TASK DETAILS: Copy every record exactly.

Records from a dataset:
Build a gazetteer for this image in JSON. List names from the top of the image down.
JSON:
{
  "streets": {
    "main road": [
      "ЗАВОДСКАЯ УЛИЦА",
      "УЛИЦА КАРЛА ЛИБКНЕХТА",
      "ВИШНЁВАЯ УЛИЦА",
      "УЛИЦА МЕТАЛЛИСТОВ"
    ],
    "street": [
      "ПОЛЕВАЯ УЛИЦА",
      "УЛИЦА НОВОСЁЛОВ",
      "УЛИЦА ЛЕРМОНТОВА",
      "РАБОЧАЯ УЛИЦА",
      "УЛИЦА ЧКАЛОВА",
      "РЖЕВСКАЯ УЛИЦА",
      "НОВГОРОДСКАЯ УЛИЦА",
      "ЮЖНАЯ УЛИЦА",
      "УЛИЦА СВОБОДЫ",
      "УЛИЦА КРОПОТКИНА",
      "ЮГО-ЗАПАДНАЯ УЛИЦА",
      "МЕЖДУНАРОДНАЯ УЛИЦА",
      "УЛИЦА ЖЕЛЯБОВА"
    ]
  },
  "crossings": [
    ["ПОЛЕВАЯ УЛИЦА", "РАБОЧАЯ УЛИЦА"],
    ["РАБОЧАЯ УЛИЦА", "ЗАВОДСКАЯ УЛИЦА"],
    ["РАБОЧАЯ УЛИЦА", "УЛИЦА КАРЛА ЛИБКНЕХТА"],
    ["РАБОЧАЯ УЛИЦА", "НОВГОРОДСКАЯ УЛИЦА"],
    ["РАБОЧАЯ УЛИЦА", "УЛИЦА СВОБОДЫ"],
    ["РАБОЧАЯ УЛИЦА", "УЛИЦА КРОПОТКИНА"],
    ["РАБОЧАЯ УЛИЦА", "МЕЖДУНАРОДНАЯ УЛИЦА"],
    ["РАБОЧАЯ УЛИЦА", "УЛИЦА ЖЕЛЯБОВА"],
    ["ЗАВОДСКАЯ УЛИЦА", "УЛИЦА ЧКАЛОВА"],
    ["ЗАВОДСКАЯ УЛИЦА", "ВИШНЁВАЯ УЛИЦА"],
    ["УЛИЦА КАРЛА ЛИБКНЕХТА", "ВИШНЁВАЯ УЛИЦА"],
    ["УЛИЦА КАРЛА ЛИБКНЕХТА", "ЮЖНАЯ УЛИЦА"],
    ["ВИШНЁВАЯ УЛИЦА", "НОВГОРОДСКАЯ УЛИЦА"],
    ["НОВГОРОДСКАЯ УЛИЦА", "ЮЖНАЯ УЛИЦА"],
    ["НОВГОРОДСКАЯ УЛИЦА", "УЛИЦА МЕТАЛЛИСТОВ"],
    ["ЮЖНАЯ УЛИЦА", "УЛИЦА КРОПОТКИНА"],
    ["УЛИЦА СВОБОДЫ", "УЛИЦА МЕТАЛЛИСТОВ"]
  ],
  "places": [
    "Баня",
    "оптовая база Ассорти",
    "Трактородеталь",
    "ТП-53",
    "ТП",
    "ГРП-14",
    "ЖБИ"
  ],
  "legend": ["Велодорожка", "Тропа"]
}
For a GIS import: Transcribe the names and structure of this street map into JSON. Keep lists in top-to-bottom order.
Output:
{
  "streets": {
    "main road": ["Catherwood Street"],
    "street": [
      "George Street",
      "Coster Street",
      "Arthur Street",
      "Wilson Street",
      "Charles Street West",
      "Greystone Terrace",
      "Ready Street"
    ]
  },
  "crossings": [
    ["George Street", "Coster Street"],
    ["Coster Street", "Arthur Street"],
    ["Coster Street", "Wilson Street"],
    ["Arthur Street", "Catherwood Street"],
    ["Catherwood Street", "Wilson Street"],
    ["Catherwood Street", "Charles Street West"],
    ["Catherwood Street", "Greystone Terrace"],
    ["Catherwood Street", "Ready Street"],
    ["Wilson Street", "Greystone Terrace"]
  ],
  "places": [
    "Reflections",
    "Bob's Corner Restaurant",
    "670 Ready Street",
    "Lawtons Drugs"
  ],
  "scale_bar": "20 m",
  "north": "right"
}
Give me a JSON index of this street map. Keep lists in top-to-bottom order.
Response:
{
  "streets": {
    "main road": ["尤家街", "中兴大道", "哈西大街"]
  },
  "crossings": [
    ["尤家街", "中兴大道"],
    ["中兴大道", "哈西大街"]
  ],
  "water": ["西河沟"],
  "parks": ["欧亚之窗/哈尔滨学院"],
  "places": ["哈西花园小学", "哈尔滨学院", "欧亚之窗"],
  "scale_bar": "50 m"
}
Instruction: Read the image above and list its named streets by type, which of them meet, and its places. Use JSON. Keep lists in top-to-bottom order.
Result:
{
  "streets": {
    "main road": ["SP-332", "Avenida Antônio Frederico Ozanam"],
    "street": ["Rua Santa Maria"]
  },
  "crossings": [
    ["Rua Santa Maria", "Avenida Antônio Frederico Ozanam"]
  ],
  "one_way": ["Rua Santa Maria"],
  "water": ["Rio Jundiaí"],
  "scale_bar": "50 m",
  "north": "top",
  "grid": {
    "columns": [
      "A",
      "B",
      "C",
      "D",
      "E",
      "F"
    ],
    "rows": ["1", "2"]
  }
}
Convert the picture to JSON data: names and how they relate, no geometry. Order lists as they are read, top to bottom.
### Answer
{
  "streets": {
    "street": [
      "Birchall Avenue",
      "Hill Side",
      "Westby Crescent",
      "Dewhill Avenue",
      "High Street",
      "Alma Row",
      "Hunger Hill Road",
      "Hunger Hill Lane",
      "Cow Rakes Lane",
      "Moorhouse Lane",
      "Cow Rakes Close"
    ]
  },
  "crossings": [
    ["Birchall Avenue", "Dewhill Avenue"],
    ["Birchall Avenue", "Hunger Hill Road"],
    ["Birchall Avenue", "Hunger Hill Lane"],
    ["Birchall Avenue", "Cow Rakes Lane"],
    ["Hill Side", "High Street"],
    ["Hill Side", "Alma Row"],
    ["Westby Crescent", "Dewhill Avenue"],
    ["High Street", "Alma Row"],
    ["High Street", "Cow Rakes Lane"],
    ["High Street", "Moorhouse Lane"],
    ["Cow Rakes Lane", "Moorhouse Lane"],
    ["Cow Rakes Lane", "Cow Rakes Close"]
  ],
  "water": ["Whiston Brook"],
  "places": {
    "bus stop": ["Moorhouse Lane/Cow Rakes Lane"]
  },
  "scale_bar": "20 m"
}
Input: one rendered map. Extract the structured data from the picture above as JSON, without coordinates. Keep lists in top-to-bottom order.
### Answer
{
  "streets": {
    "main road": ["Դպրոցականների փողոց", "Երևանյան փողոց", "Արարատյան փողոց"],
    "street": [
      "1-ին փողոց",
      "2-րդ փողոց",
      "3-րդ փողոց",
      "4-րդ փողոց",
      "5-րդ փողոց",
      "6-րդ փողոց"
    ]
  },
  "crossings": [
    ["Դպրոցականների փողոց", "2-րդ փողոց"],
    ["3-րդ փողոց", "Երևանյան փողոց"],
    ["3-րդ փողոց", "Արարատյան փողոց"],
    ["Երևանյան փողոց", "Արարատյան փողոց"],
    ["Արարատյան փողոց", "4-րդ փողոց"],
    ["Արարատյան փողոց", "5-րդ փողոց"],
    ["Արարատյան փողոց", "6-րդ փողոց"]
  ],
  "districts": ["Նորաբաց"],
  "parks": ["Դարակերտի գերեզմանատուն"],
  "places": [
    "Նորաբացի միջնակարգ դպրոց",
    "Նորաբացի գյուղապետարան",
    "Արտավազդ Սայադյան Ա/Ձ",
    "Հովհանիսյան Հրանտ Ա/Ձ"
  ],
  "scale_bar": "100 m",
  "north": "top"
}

ANSWER BOX:
Build a gazetteer for this image in JSON. List names from the top of the image down.
JSON:
{
  "streets": {
    "main road": [
      "ЗАВОДСКАЯ УЛИЦА",
      "УЛИЦА КАРЛА ЛИБКНЕХТА",
      "ВИШНЁВАЯ УЛИЦА",
      "УЛИЦА МЕТАЛЛИСТОВ"
    ],
    "street": [
      "ПОЛЕВАЯ УЛИЦА",
      "УЛИЦА НОВОСЁЛОВ",
      "УЛИЦА ЛЕРМОНТОВА",
      "РАБОЧАЯ УЛИЦА",
      "УЛИЦА ЧКАЛОВА",
      "РЖЕВСКАЯ УЛИЦА",
      "НОВГОРОДСКАЯ УЛИЦА",
      "ЮЖНАЯ УЛИЦА",
      "УЛИЦА СВОБОДЫ",
      "УЛИЦА КРОПОТКИНА",
      "ЮГО-ЗАПАДНАЯ УЛИЦА",
      "МЕЖДУНАРОДНАЯ УЛИЦА",
      "УЛИЦА ЖЕЛЯБОВА"
    ]
  },
  "crossings": [
    ["ПОЛЕВАЯ УЛИЦА", "РАБОЧАЯ УЛИЦА"],
    ["РАБОЧАЯ УЛИЦА", "ЗАВОДСКАЯ УЛИЦА"],
    ["РАБОЧАЯ УЛИЦА", "УЛИЦА КАРЛА ЛИБКНЕХТА"],
    ["РАБОЧАЯ УЛИЦА", "НОВГОРОДСКАЯ УЛИЦА"],
    ["РАБОЧАЯ УЛИЦА", "УЛИЦА СВОБОДЫ"],
    ["РАБОЧАЯ УЛИЦА", "УЛИЦА КРОПОТКИНА"],
    ["РАБОЧАЯ УЛИЦА", "МЕЖДУНАРОДНАЯ УЛИЦА"],
    ["РАБОЧАЯ УЛИЦА", "УЛИЦА ЖЕЛЯБОВА"],
    ["ЗАВОДСКАЯ УЛИЦА", "УЛИЦА ЧКАЛОВА"],
    ["ЗАВОДСКАЯ УЛИЦА", "ВИШНЁВАЯ УЛИЦА"],
    ["УЛИЦА КАРЛА ЛИБКНЕХТА", "ВИШНЁВАЯ УЛИЦА"],
    ["УЛИЦА КАРЛА ЛИБКНЕХТА", "ЮЖНАЯ УЛИЦА"],
    ["ВИШНЁВАЯ УЛИЦА", "НОВГОРОДСКАЯ УЛИЦА"],
    ["НОВГОРОДСКАЯ УЛИЦА", "ЮЖНАЯ УЛИЦА"],
    ["НОВГОРОДСКАЯ УЛИЦА", "УЛИЦА МЕТАЛЛИСТОВ"],
    ["ЮЖНАЯ УЛИЦА", "УЛИЦА КРОПОТКИНА"],
    ["УЛИЦА СВОБОДЫ", "УЛИЦА МЕТАЛЛИСТОВ"]
  ],
  "places": [
    "Баня",
    "оптовая база Ассорти",
    "Трактородеталь",
    "ТП-53",
    "ТП",
    "ГРП-14",
    "ЖБИ"
  ],
  "legend": ["Велодорожка", "Тропа"]
}
For a GIS import: Transcribe the names and structure of this street map into JSON. Keep lists in top-to-bottom order.
Output:
{
  "streets": {
    "main road": ["Catherwood Street"],
    "street": [
      "George Street",
      "Coster Street",
      "Arthur Street",
      "Wilson Street",
      "Charles Street West",
      "Greystone Terrace",
      "Ready Street"
    ]
  },
  "crossings": [
    ["George Street", "Coster Street"],
    ["Coster Street", "Arthur Street"],
    ["Coster Street", "Wilson Street"],
    ["Arthur Street", "Catherwood Street"],
    ["Catherwood Street", "Wilson Street"],
    ["Catherwood Street", "Charles Street West"],
    ["Catherwood Street", "Greystone Terrace"],
    ["Catherwood Street", "Ready Street"],
    ["Wilson Street", "Greystone Terrace"]
  ],
  "places": [
    "Reflections",
    "Bob's Corner Restaurant",
    "670 Ready Street",
    "Lawtons Drugs"
  ],
  "scale_bar": "20 m",
  "north": "right"
}
Give me a JSON index of this street map. Keep lists in top-to-bottom order.
Response:
{
  "streets": {
    "main road": ["尤家街", "中兴大道", "哈西大街"]
  },
  "crossings": [
    ["尤家街", "中兴大道"],
    ["中兴大道", "哈西大街"]
  ],
  "water": ["西河沟"],
  "parks": ["欧亚之窗/哈尔滨学院"],
  "places": ["哈西花园小学", "哈尔滨学院", "欧亚之窗"],
  "scale_bar": "50 m"
}
Instruction: Read the image above and list its named streets by type, which of them meet, and its places. Use JSON. Keep lists in top-to-bottom order.
Result:
{
  "streets": {
    "main road": ["SP-332", "Avenida Antônio Frederico Ozanam"],
    "street": ["Rua Santa Maria"]
  },
  "crossings": [
    ["Rua Santa Maria", "Avenida Antônio Frederico Ozanam"]
  ],
  "one_way": ["Rua Santa Maria"],
  "water": ["Rio Jundiaí"],
  "scale_bar": "50 m",
  "north": "top",
  "grid": {
    "columns": [
      "A",
      "B",
      "C",
      "D",
      "E",
      "F"
    ],
    "rows": ["1", "2"]
  }
}
Convert the picture to JSON data: names and how they relate, no geometry. Order lists as they are read, top to bottom.
### Answer
{
  "streets": {
    "street": [
      "Birchall Avenue",
      "Hill Side",
      "Westby Crescent",
      "Dewhill Avenue",
      "High Street",
      "Alma Row",
      "Hunger Hill Road",
      "Hunger Hill Lane",
      "Cow Rakes Lane",
      "Moorhouse Lane",
      "Cow Rakes Close"
    ]
  },
  "crossings": [
    ["Birchall Avenue", "Dewhill Avenue"],
    ["Birchall Avenue", "Hunger Hill Road"],
    ["Birchall Avenue", "Hunger Hill Lane"],
    ["Birchall Avenue", "Cow Rakes Lane"],
    ["Hill Side", "High Street"],
    ["Hill Side", "Alma Row"],
    ["Westby Crescent", "Dewhill Avenue"],
    ["High Street", "Alma Row"],
    ["High Street", "Cow Rakes Lane"],
    ["High Street", "Moorhouse Lane"],
    ["Cow Rakes Lane", "Moorhouse Lane"],
    ["Cow Rakes Lane", "Cow Rakes Close"]
  ],
  "water": ["Whiston Brook"],
  "places": {
    "bus stop": ["Moorhouse Lane/Cow Rakes Lane"]
  },
  "scale_bar": "20 m"
}
Input: one rendered map. Extract the structured data from the picture above as JSON, without coordinates. Keep lists in top-to-bottom order.
### Answer
{
  "streets": {
    "main road": ["Դպրոցականների փողոց", "Երևանյան փողոց", "Արարատյան փողոց"],
    "street": [
      "1-ին փողոց",
      "2-րդ փողոց",
      "3-րդ փողոց",
      "4-րդ փողոց",
      "5-րդ փողոց",
      "6-րդ փողոց"
    ]
  },
  "crossings": [
    ["Դպրոցականների փողոց", "2-րդ փողոց"],
    ["3-րդ փողոց", "Երևանյան փողոց"],
    ["3-րդ փողոց", "Արարատյան փողոց"],
    ["Երևանյան փողոց", "Արարատյան փողոց"],
    ["Արարատյան փողոց", "4-րդ փողոց"],
    ["Արարատյան փողոց", "5-րդ փողոց"],
    ["Արարատյան փողոց", "6-րդ փողոց"]
  ],
  "districts": ["Նորաբաց"],
  "parks": ["Դարակերտի գերեզմանատուն"],
  "places": [
    "Նորաբացի միջնակարգ դպրոց",
    "Նորաբացի գյուղապետարան",
    "Արտավազդ Սայադյան Ա/Ձ",
    "Հովհանիսյան Հրանտ Ա/Ձ"
  ],
  "scale_bar": "100 m",
  "north": "top"
}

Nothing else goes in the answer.